Des chants racistes tels que « Que ton village brûle », couramment utilisés par les extrémistes pour provoquer les Palestiniens, et l’hymne ultranationaliste et chant de vengeance « Zachreini Na », ont été entonnés à plusieurs reprises par un grand nombre de ces jeunes gens fervents et tapageurs pendant les célébrations.
Des bandes de jeunes garçons ont harcelé et invectivé de nombreux journalistes présents pour couvrir l’événement, et notamment les journalistes musulmans et arabes, tout en exhibant des symboles juifs militants, tels que des étoiles de David coupées en deux par un fusil d’assaut.
Comme chaque année, les fêtards ont lancé divers objets, notamment des bouteilles d’eau et des mâts de drapeaux, sur les journalistes musulmans postés au-dessus de la place, tout en brandissant fièrement les drapeaux de Lehava à leur intention.

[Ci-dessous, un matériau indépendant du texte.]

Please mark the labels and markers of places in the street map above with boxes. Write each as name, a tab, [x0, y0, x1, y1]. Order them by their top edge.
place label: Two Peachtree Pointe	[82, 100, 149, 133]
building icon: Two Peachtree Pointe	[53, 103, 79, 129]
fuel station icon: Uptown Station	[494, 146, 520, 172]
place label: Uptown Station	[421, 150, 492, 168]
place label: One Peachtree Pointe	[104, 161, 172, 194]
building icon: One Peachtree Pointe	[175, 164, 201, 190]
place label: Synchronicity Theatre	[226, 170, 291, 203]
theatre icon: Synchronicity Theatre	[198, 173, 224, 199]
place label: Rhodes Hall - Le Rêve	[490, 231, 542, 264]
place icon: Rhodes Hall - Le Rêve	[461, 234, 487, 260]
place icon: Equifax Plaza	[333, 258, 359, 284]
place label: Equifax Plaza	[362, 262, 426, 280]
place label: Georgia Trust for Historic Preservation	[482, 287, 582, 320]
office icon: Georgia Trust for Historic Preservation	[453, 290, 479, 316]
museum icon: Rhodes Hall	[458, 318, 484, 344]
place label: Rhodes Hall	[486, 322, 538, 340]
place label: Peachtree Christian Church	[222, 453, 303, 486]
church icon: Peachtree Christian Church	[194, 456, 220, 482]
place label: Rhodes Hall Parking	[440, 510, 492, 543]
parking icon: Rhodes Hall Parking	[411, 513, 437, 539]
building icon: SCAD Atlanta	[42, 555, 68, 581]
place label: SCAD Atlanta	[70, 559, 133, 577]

Et bien que de nombreux politiciens d’extrême droite et ultranationalistes qui participent chaque année à la marche étaient à présents ce jeudi aussi,c’était la première année où ils sont venus en occupant parmi les plus hauts postes du pays.

Le ministre des Finances Bezalel Smotrich, chef du parti ultranationaliste HaTzionout HaDatit, a été chaleureusement accueilli à la porte de Damas, tandis que le ministre de la Sécurité nationale Itamar Ben Gvir, qui dirige le parti d’extrême droite Otzma Yehudit, a prononcé un discours d’ouverture depuis le balcon surplombant l’esplanade du mur Occidental. Son discours a été acclamé avec enthousiasme par les dizaines de milliers de personnes qui célébraient l’événement.
Deux camarades du parti de Ben Gvir ont résumé ce qui est aujourd’hui, pour de nombreux participants à la Marche des drapeaux, sinon pour la plupart, la signification principale de cette journée : Le contrôle juif sur l’ensemble de la ville.
« La signification fondamentale de cette journée est l’affirmation de notre souveraineté sur l’ensemble de la ville de Jérusalem », a déclaré le député d’Otzma Yehudit, Yitzhak Kroizer.
« Notre victoire sur Jérusalem et notre victoire sur les Arabes est la plus belle des victoires », a déclaré la députée Limor Son Har-Melech, une autre députée d’Otzma.
Si la joie sincère et fervente de nombre de ceux qui célèbrent le retour du peuple juif dans son ancienne capitale et sur son site le plus sacré reste au cœur de Yom Yeroushalayim, il semblerait que ce sont les idées nationalistes et ethnocentriques si clairement affichées qui occupent de plus en plus le devant de la scène.
Et cela ne fait qu’exacerber les tensions omniprésentes qui couvent au sein d’une Jérusalem unifiée, mais qui est extrêmement divisée.
Carrie Keller-Lynn a contribué à cet article.